* EXERCISE DIRECTIONS *
Take the entries that follow and return exactly the lines from the one holding "357 192 441" through the one holding "280 619 285", both included. Nothing else is needed.

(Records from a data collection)
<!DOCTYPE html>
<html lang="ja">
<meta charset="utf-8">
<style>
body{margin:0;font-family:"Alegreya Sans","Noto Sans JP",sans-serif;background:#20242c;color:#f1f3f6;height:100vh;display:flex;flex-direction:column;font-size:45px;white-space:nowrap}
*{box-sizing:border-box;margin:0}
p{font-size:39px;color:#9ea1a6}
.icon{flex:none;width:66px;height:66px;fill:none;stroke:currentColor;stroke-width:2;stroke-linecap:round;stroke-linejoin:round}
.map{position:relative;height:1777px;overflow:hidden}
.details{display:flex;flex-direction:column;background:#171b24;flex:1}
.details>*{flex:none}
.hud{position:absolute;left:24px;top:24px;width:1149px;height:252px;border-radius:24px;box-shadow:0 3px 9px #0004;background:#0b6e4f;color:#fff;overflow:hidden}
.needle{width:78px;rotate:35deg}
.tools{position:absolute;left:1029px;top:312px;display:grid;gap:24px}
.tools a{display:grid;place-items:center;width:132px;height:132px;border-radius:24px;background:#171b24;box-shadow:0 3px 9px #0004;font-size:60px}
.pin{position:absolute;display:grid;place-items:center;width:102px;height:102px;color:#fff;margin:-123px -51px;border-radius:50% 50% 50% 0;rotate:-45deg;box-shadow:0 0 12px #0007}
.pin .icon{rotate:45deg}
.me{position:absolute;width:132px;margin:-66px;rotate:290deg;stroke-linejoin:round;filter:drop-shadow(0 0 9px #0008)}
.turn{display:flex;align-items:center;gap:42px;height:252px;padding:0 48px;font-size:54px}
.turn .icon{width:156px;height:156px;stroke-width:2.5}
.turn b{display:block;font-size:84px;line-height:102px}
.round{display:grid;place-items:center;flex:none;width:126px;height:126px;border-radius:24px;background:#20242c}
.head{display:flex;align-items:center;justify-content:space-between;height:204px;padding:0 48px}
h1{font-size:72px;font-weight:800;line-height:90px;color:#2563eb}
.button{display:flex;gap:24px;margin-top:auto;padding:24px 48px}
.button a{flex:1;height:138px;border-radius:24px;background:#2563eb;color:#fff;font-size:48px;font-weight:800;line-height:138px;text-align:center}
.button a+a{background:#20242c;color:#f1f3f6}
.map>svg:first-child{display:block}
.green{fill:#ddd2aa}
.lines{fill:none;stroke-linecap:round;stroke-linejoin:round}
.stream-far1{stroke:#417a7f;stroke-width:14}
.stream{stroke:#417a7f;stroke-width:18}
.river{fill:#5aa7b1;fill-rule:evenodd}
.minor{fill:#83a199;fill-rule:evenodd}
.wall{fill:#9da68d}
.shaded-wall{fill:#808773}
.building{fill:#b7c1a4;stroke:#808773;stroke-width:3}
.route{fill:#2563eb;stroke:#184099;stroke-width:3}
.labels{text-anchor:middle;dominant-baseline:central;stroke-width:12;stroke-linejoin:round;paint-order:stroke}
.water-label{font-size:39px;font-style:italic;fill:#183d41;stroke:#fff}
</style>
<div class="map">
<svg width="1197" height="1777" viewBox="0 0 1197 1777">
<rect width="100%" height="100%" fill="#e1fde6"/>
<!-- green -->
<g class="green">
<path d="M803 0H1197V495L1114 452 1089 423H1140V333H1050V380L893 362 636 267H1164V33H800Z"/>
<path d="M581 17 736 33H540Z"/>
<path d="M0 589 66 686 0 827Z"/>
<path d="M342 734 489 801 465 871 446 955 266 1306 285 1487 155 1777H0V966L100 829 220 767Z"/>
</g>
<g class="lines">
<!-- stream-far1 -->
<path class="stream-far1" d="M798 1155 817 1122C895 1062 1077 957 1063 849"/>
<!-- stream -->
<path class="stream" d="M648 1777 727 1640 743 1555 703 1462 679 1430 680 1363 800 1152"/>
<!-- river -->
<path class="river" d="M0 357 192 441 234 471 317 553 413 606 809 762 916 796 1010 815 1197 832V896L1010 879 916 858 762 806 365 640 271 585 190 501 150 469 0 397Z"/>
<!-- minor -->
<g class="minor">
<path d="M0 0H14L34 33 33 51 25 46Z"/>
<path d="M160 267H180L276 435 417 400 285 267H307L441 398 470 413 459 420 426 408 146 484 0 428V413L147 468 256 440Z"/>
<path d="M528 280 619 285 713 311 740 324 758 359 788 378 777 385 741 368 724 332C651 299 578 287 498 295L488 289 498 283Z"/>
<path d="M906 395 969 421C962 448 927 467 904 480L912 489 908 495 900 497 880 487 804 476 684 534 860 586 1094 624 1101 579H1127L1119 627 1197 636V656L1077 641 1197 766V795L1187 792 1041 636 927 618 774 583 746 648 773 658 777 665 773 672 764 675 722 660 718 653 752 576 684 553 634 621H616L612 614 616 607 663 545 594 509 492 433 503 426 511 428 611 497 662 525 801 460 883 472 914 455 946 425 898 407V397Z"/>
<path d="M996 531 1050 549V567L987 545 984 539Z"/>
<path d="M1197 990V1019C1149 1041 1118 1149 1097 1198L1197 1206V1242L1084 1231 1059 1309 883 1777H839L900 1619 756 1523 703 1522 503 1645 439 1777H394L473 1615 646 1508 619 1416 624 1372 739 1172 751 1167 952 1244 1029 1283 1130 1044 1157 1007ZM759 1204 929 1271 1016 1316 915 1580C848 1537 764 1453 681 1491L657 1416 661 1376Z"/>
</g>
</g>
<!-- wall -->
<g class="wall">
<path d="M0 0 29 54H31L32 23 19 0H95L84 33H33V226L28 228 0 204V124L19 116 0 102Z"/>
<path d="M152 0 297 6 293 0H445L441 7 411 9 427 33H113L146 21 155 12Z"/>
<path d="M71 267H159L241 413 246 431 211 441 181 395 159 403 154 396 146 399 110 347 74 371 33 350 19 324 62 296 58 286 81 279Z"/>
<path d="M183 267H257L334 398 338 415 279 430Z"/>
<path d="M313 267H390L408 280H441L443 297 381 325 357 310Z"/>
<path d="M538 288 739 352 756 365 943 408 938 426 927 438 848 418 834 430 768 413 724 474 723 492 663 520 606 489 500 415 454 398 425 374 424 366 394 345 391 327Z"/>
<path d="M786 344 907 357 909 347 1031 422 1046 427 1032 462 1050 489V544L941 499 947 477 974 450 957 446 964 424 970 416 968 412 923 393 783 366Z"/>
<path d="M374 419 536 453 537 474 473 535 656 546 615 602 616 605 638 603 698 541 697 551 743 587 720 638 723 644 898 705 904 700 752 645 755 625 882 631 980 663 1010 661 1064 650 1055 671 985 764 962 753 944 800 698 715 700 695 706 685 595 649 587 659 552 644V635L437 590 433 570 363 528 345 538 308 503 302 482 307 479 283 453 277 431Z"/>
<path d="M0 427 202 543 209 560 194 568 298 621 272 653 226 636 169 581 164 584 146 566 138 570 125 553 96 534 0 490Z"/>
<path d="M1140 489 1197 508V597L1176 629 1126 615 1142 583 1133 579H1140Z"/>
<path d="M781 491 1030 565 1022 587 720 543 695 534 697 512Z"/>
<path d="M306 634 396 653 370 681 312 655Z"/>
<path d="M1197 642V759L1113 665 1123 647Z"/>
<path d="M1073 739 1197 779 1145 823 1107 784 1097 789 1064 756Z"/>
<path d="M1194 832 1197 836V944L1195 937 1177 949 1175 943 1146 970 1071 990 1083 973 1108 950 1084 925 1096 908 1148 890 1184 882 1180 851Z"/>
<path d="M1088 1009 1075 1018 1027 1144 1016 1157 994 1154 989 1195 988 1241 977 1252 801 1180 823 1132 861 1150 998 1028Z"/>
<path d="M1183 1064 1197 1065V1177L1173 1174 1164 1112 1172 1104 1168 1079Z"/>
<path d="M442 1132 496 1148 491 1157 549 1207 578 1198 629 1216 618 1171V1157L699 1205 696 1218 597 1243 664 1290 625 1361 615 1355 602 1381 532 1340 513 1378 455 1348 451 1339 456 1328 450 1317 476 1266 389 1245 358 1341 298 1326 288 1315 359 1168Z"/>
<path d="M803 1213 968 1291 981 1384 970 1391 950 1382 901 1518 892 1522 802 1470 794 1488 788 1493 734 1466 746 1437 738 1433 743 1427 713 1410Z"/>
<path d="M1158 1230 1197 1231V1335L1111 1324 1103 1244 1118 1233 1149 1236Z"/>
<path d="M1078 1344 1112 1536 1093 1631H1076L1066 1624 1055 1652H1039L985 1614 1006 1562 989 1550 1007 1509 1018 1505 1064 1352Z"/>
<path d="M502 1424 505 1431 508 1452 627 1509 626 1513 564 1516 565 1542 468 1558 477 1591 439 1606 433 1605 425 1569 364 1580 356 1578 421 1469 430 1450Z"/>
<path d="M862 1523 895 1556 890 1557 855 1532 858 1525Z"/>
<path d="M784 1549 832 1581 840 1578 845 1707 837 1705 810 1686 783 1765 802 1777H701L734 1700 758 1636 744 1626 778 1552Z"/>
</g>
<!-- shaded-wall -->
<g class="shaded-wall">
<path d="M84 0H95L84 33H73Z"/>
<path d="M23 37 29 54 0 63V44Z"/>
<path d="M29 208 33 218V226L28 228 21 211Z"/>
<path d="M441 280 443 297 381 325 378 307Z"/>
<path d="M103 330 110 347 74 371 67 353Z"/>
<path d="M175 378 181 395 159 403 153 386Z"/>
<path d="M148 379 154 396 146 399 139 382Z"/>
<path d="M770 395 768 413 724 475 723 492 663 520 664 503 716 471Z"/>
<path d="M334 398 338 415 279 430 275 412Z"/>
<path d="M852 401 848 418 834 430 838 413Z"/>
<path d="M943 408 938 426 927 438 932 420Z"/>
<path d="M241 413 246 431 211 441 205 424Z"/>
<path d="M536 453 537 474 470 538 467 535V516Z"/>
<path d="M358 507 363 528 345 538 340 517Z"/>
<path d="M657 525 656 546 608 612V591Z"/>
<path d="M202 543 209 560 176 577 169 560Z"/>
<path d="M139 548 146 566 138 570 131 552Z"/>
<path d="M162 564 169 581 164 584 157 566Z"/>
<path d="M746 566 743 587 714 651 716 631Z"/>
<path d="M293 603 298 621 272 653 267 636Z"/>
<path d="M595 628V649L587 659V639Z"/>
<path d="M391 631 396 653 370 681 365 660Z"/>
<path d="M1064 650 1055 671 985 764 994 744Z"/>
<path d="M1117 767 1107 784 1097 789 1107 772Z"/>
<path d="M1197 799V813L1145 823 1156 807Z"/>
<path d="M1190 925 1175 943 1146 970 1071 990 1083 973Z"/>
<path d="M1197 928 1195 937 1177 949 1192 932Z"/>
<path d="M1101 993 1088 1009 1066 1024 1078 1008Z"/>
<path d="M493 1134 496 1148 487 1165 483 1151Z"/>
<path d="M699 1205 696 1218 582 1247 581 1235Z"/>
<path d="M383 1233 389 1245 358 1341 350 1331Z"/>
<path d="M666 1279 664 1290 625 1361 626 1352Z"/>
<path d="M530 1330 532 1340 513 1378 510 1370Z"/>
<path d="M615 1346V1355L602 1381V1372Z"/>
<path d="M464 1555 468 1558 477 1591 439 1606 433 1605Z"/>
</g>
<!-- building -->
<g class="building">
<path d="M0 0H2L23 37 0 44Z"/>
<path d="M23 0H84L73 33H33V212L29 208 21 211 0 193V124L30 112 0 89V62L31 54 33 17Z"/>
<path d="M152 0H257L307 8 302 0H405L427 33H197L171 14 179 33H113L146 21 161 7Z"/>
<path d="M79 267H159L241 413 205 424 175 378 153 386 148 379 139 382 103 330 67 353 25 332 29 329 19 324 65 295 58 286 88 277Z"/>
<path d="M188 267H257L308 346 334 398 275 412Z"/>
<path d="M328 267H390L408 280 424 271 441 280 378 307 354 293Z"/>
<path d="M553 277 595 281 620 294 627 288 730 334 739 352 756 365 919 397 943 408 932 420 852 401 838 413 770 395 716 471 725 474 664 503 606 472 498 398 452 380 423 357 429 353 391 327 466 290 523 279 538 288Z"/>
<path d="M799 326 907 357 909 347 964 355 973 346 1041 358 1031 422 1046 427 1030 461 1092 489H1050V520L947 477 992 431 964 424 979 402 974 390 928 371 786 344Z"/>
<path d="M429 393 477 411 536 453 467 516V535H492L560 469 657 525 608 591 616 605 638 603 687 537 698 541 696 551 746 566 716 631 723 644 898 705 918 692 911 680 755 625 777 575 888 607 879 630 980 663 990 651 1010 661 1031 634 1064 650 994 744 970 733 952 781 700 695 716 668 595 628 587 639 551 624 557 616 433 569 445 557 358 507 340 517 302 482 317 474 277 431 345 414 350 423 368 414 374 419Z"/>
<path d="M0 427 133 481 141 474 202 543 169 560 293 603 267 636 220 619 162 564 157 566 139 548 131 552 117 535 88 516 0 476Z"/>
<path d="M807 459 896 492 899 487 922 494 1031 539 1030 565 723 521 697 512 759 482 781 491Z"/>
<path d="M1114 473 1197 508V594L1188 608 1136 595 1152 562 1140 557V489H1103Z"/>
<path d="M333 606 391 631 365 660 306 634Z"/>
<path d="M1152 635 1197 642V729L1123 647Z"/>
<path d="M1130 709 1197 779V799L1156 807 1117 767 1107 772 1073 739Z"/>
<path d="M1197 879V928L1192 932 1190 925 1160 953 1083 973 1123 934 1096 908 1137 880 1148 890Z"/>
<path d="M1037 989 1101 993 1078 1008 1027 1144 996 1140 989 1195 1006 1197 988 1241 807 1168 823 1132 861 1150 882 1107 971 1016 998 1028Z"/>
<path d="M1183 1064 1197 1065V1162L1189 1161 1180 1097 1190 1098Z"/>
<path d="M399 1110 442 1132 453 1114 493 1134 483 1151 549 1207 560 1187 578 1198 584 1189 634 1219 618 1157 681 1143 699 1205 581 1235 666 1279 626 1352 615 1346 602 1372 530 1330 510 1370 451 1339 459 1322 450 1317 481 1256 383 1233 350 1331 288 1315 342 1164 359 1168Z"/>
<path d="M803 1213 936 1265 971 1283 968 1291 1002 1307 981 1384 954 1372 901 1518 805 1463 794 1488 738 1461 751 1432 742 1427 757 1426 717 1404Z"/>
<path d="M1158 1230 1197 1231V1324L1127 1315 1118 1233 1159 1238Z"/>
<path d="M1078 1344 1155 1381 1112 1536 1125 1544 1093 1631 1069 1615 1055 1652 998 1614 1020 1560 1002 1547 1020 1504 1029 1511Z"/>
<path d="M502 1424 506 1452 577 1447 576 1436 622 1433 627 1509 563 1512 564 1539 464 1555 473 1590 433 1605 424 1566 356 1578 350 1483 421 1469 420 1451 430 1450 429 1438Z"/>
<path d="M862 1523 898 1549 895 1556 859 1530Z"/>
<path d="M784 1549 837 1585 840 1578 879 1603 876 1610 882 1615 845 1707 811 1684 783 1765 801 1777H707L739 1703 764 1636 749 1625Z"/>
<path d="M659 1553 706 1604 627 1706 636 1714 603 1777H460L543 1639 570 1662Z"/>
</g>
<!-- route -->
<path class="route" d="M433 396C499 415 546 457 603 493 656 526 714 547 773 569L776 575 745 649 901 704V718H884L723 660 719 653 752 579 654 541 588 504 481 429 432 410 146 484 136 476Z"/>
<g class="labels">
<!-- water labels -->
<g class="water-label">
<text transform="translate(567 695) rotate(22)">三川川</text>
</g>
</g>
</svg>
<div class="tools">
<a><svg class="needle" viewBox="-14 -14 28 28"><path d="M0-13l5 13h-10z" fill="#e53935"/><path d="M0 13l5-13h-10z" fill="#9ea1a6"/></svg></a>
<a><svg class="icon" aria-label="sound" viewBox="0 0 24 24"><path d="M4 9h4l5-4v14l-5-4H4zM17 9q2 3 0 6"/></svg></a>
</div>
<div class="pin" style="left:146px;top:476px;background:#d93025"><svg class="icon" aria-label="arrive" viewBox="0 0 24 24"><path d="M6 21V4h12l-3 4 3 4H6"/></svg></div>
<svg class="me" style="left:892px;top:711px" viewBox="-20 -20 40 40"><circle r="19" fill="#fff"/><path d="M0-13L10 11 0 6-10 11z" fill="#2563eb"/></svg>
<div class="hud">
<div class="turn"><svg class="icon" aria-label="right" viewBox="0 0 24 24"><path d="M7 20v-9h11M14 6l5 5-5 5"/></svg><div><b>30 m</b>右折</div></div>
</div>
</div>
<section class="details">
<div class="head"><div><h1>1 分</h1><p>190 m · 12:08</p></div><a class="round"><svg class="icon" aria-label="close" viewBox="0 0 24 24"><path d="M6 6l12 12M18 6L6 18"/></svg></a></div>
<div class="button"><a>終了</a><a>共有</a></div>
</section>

* WRITTEN REPLY *
<path class="river" d="M0 357 192 441 234 471 317 553 413 606 809 762 916 796 1010 815 1197 832V896L1010 879 916 858 762 806 365 640 271 585 190 501 150 469 0 397Z"/>
<!-- minor -->
<g class="minor">
<path d="M0 0H14L34 33 33 51 25 46Z"/>
<path d="M160 267H180L276 435 417 400 285 267H307L441 398 470 413 459 420 426 408 146 484 0 428V413L147 468 256 440Z"/>
<path d="M528 280 619 285 713 311 740 324 758 359 788 378 777 385 741 368 724 332C651 299 578 287 498 295L488 289 498 283Z"/>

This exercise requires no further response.